- Data records
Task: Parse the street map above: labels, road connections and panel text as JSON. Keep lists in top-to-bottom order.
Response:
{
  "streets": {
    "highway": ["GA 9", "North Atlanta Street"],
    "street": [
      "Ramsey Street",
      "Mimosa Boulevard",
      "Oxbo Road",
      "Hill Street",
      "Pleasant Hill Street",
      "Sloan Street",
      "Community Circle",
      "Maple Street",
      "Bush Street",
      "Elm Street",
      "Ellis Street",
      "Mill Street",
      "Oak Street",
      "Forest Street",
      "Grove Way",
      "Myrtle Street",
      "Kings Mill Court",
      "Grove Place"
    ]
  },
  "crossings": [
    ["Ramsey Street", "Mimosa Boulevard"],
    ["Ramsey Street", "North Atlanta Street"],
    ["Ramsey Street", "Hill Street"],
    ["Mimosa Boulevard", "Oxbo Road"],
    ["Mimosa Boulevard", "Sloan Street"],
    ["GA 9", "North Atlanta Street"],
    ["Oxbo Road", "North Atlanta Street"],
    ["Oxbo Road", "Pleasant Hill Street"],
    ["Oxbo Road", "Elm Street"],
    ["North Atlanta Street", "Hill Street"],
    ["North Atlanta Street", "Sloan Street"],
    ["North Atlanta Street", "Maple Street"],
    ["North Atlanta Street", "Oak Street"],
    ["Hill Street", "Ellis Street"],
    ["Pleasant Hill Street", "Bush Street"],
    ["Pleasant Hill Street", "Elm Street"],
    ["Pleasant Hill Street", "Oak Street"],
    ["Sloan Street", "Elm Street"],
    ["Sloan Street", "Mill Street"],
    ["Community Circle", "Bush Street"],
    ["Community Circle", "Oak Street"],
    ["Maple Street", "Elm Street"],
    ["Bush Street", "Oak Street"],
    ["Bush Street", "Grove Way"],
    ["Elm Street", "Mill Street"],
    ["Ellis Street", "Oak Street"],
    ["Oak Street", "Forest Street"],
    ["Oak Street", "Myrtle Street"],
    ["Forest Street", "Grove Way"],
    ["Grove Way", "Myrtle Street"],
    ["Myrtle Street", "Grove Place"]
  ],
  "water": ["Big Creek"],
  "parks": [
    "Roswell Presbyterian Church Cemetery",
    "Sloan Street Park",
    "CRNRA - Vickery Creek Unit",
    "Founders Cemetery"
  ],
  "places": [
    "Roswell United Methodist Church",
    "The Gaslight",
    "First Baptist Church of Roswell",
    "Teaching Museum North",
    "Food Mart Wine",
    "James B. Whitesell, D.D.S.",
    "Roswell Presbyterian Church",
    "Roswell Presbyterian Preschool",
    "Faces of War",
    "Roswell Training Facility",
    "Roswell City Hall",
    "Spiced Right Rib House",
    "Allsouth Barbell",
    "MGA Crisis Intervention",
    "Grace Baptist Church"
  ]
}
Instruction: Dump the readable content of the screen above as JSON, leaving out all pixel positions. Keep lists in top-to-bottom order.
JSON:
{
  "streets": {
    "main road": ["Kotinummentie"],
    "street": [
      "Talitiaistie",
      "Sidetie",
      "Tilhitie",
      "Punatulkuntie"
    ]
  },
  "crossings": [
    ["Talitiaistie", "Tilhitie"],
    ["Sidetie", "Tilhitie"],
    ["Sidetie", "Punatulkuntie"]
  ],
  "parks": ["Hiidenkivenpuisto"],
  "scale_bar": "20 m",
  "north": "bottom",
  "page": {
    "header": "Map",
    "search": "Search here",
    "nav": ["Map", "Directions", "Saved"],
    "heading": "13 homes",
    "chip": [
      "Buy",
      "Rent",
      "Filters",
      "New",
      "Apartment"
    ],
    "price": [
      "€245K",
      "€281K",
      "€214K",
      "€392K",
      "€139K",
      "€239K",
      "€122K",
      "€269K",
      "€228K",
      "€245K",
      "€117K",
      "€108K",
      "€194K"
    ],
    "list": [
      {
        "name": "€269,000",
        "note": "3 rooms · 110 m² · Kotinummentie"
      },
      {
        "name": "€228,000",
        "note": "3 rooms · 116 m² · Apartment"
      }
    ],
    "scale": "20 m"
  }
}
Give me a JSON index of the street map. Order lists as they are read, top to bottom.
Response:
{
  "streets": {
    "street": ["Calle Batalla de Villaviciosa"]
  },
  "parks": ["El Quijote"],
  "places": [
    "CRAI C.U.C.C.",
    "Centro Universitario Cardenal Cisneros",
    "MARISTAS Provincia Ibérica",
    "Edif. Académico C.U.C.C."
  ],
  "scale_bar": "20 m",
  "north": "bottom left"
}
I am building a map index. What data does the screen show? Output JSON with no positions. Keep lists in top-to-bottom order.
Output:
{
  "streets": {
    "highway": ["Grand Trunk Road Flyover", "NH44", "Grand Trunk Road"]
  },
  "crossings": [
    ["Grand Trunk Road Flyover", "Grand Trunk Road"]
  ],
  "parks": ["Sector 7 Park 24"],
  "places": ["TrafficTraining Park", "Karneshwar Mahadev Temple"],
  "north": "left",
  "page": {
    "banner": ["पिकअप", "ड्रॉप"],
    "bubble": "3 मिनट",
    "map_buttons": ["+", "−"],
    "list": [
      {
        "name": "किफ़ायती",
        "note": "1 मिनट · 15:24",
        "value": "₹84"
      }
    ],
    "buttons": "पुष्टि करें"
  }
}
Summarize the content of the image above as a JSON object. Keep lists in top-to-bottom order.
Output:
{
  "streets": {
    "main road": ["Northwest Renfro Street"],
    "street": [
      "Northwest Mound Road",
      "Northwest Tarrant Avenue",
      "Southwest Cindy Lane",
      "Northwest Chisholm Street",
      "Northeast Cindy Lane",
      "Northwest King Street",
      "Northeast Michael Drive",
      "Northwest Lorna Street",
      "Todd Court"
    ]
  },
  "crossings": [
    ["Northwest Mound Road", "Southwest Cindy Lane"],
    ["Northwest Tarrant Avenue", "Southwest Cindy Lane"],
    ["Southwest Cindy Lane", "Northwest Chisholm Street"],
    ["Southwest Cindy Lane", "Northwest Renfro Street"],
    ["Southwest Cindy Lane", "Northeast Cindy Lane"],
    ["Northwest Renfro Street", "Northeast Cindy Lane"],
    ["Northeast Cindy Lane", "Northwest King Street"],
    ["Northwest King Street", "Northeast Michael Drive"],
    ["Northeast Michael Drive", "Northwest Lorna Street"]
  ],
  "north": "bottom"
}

- Task brief
Set down the records above once more, exactly as they stand.

- Reply
Task: Parse the street map above: labels, road connections and panel text as JSON. Keep lists in top-to-bottom order.
Response:
{
  "streets": {
    "highway": ["GA 9", "North Atlanta Street"],
    "street": [
      "Ramsey Street",
      "Mimosa Boulevard",
      "Oxbo Road",
      "Hill Street",
      "Pleasant Hill Street",
      "Sloan Street",
      "Community Circle",
      "Maple Street",
      "Bush Street",
      "Elm Street",
      "Ellis Street",
      "Mill Street",
      "Oak Street",
      "Forest Street",
      "Grove Way",
      "Myrtle Street",
      "Kings Mill Court",
      "Grove Place"
    ]
  },
  "crossings": [
    ["Ramsey Street", "Mimosa Boulevard"],
    ["Ramsey Street", "North Atlanta Street"],
    ["Ramsey Street", "Hill Street"],
    ["Mimosa Boulevard", "Oxbo Road"],
    ["Mimosa Boulevard", "Sloan Street"],
    ["GA 9", "North Atlanta Street"],
    ["Oxbo Road", "North Atlanta Street"],
    ["Oxbo Road", "Pleasant Hill Street"],
    ["Oxbo Road", "Elm Street"],
    ["North Atlanta Street", "Hill Street"],
    ["North Atlanta Street", "Sloan Street"],
    ["North Atlanta Street", "Maple Street"],
    ["North Atlanta Street", "Oak Street"],
    ["Hill Street", "Ellis Street"],
    ["Pleasant Hill Street", "Bush Street"],
    ["Pleasant Hill Street", "Elm Street"],
    ["Pleasant Hill Street", "Oak Street"],
    ["Sloan Street", "Elm Street"],
    ["Sloan Street", "Mill Street"],
    ["Community Circle", "Bush Street"],
    ["Community Circle", "Oak Street"],
    ["Maple Street", "Elm Street"],
    ["Bush Street", "Oak Street"],
    ["Bush Street", "Grove Way"],
    ["Elm Street", "Mill Street"],
    ["Ellis Street", "Oak Street"],
    ["Oak Street", "Forest Street"],
    ["Oak Street", "Myrtle Street"],
    ["Forest Street", "Grove Way"],
    ["Grove Way", "Myrtle Street"],
    ["Myrtle Street", "Grove Place"]
  ],
  "water": ["Big Creek"],
  "parks": [
    "Roswell Presbyterian Church Cemetery",
    "Sloan Street Park",
    "CRNRA - Vickery Creek Unit",
    "Founders Cemetery"
  ],
  "places": [
    "Roswell United Methodist Church",
    "The Gaslight",
    "First Baptist Church of Roswell",
    "Teaching Museum North",
    "Food Mart Wine",
    "James B. Whitesell, D.D.S.",
    "Roswell Presbyterian Church",
    "Roswell Presbyterian Preschool",
    "Faces of War",
    "Roswell Training Facility",
    "Roswell City Hall",
    "Spiced Right Rib House",
    "Allsouth Barbell",
    "MGA Crisis Intervention",
    "Grace Baptist Church"
  ]
}
Instruction: Dump the readable content of the screen above as JSON, leaving out all pixel positions. Keep lists in top-to-bottom order.
JSON:
{
  "streets": {
    "main road": ["Kotinummentie"],
    "street": [
      "Talitiaistie",
      "Sidetie",
      "Tilhitie",
      "Punatulkuntie"
    ]
  },
  "crossings": [
    ["Talitiaistie", "Tilhitie"],
    ["Sidetie", "Tilhitie"],
    ["Sidetie", "Punatulkuntie"]
  ],
  "parks": ["Hiidenkivenpuisto"],
  "scale_bar": "20 m",
  "north": "bottom",
  "page": {
    "header": "Map",
    "search": "Search here",
    "nav": ["Map", "Directions", "Saved"],
    "heading": "13 homes",
    "chip": [
      "Buy",
      "Rent",
      "Filters",
      "New",
      "Apartment"
    ],
    "price": [
      "€245K",
      "€281K",
      "€214K",
      "€392K",
      "€139K",
      "€239K",
      "€122K",
      "€269K",
      "€228K",
      "€245K",
      "€117K",
      "€108K",
      "€194K"
    ],
    "list": [
      {
        "name": "€269,000",
        "note": "3 rooms · 110 m² · Kotinummentie"
      },
      {
        "name": "€228,000",
        "note": "3 rooms · 116 m² · Apartment"
      }
    ],
    "scale": "20 m"
  }
}
Give me a JSON index of the street map. Order lists as they are read, top to bottom.
Response:
{
  "streets": {
    "street": ["Calle Batalla de Villaviciosa"]
  },
  "parks": ["El Quijote"],
  "places": [
    "CRAI C.U.C.C.",
    "Centro Universitario Cardenal Cisneros",
    "MARISTAS Provincia Ibérica",
    "Edif. Académico C.U.C.C."
  ],
  "scale_bar": "20 m",
  "north": "bottom left"
}
I am building a map index. What data does the screen show? Output JSON with no positions. Keep lists in top-to-bottom order.
Output:
{
  "streets": {
    "highway": ["Grand Trunk Road Flyover", "NH44", "Grand Trunk Road"]
  },
  "crossings": [
    ["Grand Trunk Road Flyover", "Grand Trunk Road"]
  ],
  "parks": ["Sector 7 Park 24"],
  "places": ["TrafficTraining Park", "Karneshwar Mahadev Temple"],
  "north": "left",
  "page": {
    "banner": ["पिकअप", "ड्रॉप"],
    "bubble": "3 मिनट",
    "map_buttons": ["+", "−"],
    "list": [
      {
        "name": "किफ़ायती",
        "note": "1 मिनट · 15:24",
        "value": "₹84"
      }
    ],
    "buttons": "पुष्टि करें"
  }
}
Summarize the content of the image above as a JSON object. Keep lists in top-to-bottom order.
Output:
{
  "streets": {
    "main road": ["Northwest Renfro Street"],
    "street": [
      "Northwest Mound Road",
      "Northwest Tarrant Avenue",
      "Southwest Cindy Lane",
      "Northwest Chisholm Street",
      "Northeast Cindy Lane",
      "Northwest King Street",
      "Northeast Michael Drive",
      "Northwest Lorna Street",
      "Todd Court"
    ]
  },
  "crossings": [
    ["Northwest Mound Road", "Southwest Cindy Lane"],
    ["Northwest Tarrant Avenue", "Southwest Cindy Lane"],
    ["Southwest Cindy Lane", "Northwest Chisholm Street"],
    ["Southwest Cindy Lane", "Northwest Renfro Street"],
    ["Southwest Cindy Lane", "Northeast Cindy Lane"],
    ["Northwest Renfro Street", "Northeast Cindy Lane"],
    ["Northeast Cindy Lane", "Northwest King Street"],
    ["Northwest King Street", "Northeast Michael Drive"],
    ["Northeast Michael Drive", "Northwest Lorna Street"]
  ],
  "north": "bottom"
}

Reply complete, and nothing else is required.